Custom Configurations with Prometheus Operator

If you are using Prometheus Operator, you have probably encountered an occasion where you wish that you could declare your own custom configuration.  Currently, there are a couple of use cases that require custom configurations because Prometheus Operator does not cover them.  For example, if your use case is relabeling metrics or black box probing, you will need declare your own custom configuration to accomplish these tasks.

When this article was published, custom configuration relied on a hack rather than a dedicated path method for including custom configurations.  However, since v0.19.0, this hack is not longer needed.  Prometheus Operator now allows you to include additional configs that will be merged with the configs that Prometheus Operator automatically generates.  If you are using this version or later, use the additional scrape configs feature rather than the method described here.

Before going down this rabbit hole, be warned that I am presenting a temporary work around until Prometheus Operator has better support for your use case that requires custom configuration.  Also be aware that this work around relies on hack that isn’t explicitly supported by Prometheus Operator, although the maintainers of Prometheus Operator acknowledge that the work around exists and provide some sparse documentation on how to use it.  Additionally, I have not had an opportunity to figure out how to mount the alerting rules in kubernetes 1.8+.  This issue was reported by Vinayak Saokar (@saokar).  If you can contribute to the solution, please post to the issue.

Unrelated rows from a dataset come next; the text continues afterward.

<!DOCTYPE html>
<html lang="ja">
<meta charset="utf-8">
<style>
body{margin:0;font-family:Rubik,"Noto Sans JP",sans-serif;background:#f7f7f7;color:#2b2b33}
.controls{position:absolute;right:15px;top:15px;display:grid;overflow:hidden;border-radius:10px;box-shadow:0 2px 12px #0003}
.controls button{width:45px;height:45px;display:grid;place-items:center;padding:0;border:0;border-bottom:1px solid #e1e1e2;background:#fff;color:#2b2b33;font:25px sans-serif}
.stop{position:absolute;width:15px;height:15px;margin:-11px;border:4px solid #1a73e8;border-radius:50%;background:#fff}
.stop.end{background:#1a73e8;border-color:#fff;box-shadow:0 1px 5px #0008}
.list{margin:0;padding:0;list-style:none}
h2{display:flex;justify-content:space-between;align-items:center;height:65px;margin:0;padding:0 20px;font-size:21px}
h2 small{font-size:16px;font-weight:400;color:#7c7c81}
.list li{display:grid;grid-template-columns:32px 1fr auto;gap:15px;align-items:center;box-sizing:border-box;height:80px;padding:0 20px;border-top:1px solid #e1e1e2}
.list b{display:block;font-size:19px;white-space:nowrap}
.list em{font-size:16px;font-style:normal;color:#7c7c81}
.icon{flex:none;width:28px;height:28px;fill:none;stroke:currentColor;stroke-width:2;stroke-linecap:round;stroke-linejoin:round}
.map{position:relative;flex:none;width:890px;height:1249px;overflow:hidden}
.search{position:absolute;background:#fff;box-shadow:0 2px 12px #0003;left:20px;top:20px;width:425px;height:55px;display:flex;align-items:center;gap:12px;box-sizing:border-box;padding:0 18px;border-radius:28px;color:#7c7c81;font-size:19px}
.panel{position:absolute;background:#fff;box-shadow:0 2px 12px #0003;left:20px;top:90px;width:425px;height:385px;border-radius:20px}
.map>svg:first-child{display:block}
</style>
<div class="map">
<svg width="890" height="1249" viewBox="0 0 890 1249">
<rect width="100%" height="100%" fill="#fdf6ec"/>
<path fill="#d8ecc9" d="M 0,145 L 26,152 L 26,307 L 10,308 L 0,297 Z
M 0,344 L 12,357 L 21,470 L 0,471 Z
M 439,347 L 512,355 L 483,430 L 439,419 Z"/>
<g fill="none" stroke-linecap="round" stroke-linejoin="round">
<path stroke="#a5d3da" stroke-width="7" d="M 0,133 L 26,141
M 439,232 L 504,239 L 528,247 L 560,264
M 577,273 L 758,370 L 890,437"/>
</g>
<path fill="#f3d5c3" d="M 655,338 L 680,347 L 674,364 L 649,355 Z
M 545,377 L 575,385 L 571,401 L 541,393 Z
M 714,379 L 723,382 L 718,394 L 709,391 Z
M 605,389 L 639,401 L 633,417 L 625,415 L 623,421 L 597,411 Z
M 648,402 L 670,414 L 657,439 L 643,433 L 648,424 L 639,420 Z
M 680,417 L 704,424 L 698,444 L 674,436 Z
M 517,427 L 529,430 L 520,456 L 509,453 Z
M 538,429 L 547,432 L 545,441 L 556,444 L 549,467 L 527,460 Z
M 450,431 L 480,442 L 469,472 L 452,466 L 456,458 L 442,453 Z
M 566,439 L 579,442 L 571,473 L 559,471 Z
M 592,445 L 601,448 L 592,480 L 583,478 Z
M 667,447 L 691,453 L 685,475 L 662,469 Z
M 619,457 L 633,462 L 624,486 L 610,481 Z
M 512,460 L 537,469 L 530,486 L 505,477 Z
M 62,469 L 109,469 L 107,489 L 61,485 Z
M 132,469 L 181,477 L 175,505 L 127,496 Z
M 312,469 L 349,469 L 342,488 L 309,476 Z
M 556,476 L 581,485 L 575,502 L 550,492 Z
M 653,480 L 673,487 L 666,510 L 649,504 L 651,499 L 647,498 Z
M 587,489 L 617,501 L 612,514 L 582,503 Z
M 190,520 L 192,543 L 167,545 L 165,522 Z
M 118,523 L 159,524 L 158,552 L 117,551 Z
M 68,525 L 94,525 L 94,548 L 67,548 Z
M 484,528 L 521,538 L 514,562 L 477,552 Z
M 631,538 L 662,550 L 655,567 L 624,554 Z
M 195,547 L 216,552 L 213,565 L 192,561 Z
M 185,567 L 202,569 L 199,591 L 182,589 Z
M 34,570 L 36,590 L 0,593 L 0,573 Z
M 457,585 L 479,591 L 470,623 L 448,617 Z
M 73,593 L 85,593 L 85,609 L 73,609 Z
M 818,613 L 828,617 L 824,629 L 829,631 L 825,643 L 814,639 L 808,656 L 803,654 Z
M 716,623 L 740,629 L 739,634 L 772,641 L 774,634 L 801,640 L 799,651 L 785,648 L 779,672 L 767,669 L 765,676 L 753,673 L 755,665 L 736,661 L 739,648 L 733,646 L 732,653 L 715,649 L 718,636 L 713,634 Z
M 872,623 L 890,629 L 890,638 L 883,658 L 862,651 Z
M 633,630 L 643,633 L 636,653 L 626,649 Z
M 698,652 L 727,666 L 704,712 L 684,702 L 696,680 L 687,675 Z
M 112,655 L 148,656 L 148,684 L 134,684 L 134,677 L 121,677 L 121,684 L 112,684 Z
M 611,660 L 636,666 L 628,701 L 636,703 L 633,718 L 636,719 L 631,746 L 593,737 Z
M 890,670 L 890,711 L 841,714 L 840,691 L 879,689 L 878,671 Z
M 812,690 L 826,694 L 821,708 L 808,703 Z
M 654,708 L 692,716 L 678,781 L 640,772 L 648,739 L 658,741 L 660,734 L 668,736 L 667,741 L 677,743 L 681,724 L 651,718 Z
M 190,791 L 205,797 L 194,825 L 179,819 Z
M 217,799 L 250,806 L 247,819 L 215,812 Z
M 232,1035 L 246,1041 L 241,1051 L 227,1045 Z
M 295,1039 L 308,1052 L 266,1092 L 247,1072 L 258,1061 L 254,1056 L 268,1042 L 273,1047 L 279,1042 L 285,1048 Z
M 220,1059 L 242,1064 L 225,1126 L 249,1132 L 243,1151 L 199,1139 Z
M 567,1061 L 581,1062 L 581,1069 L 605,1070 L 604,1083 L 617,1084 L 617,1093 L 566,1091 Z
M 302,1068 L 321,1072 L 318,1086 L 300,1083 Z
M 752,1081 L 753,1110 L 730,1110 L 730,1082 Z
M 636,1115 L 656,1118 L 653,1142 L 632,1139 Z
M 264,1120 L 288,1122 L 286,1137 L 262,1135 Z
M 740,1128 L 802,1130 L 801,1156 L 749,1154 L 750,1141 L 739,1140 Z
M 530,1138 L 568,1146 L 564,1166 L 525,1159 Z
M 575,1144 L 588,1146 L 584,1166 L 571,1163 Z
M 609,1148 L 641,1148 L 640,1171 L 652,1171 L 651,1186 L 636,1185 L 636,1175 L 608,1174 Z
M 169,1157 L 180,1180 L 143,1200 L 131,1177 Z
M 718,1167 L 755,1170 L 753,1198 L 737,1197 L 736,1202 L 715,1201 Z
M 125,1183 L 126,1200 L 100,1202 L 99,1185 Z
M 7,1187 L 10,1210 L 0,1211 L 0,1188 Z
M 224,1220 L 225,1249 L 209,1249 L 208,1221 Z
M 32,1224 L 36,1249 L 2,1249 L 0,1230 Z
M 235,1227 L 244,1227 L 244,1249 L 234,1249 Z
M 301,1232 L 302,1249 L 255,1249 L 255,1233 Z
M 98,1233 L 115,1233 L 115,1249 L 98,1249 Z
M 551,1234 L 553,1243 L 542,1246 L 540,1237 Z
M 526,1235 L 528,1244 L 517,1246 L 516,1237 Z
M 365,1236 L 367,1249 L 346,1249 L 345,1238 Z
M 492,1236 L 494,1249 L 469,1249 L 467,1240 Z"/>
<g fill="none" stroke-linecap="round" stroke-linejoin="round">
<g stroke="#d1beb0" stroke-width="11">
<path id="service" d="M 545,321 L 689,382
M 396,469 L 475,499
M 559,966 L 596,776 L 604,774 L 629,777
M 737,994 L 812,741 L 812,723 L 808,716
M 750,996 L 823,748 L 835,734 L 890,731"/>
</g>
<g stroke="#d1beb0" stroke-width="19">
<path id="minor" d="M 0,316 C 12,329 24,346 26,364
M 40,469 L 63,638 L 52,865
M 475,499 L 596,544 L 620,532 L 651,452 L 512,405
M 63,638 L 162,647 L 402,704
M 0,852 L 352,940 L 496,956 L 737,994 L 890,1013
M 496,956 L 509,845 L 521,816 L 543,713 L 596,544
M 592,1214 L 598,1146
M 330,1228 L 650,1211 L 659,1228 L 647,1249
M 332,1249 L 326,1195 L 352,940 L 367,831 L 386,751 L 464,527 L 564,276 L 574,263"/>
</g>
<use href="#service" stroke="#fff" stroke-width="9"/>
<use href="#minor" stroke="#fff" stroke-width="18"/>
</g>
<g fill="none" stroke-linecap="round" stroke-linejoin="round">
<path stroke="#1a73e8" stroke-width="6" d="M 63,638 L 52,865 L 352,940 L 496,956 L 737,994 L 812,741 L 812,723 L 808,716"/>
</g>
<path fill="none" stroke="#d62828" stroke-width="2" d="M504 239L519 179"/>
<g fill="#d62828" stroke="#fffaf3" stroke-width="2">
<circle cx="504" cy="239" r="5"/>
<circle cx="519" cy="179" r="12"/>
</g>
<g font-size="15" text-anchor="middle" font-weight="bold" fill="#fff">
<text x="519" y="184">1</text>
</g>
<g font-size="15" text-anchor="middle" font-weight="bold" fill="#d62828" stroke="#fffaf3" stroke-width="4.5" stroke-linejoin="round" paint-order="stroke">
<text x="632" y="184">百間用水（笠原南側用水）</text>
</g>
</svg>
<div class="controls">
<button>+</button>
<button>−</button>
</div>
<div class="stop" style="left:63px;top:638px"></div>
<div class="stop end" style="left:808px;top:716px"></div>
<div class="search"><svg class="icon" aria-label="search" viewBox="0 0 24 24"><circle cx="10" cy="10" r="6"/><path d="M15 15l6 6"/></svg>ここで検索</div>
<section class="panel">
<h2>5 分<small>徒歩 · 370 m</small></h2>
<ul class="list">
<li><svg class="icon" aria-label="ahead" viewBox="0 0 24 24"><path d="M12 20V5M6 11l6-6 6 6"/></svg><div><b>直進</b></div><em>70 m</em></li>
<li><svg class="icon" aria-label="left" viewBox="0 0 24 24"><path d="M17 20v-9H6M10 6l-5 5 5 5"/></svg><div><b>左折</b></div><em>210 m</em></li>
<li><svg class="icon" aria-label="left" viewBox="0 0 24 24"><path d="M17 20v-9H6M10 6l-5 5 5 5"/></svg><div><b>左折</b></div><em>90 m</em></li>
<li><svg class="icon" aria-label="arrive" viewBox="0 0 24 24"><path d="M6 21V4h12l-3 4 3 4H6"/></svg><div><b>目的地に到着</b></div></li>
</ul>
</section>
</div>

To understand how this workaround works, it helps to know how Prometheus Operator manages the configuration of each Prometheus instance deployed to your Kubernetes cluster.  When a value is assigned to the serviceMonitorSelector, Prometheus Operator creates a Kubernetes Secret object which contains the base64 encoded prometheus.yaml file used to configure Prometheus.  This secret can be inspected just like any other Kubernetes Secret.  Assuming you have an instance of prometheus deployed to the monitoring namespace via Prometheus Operator, you can inspect the secret with command below.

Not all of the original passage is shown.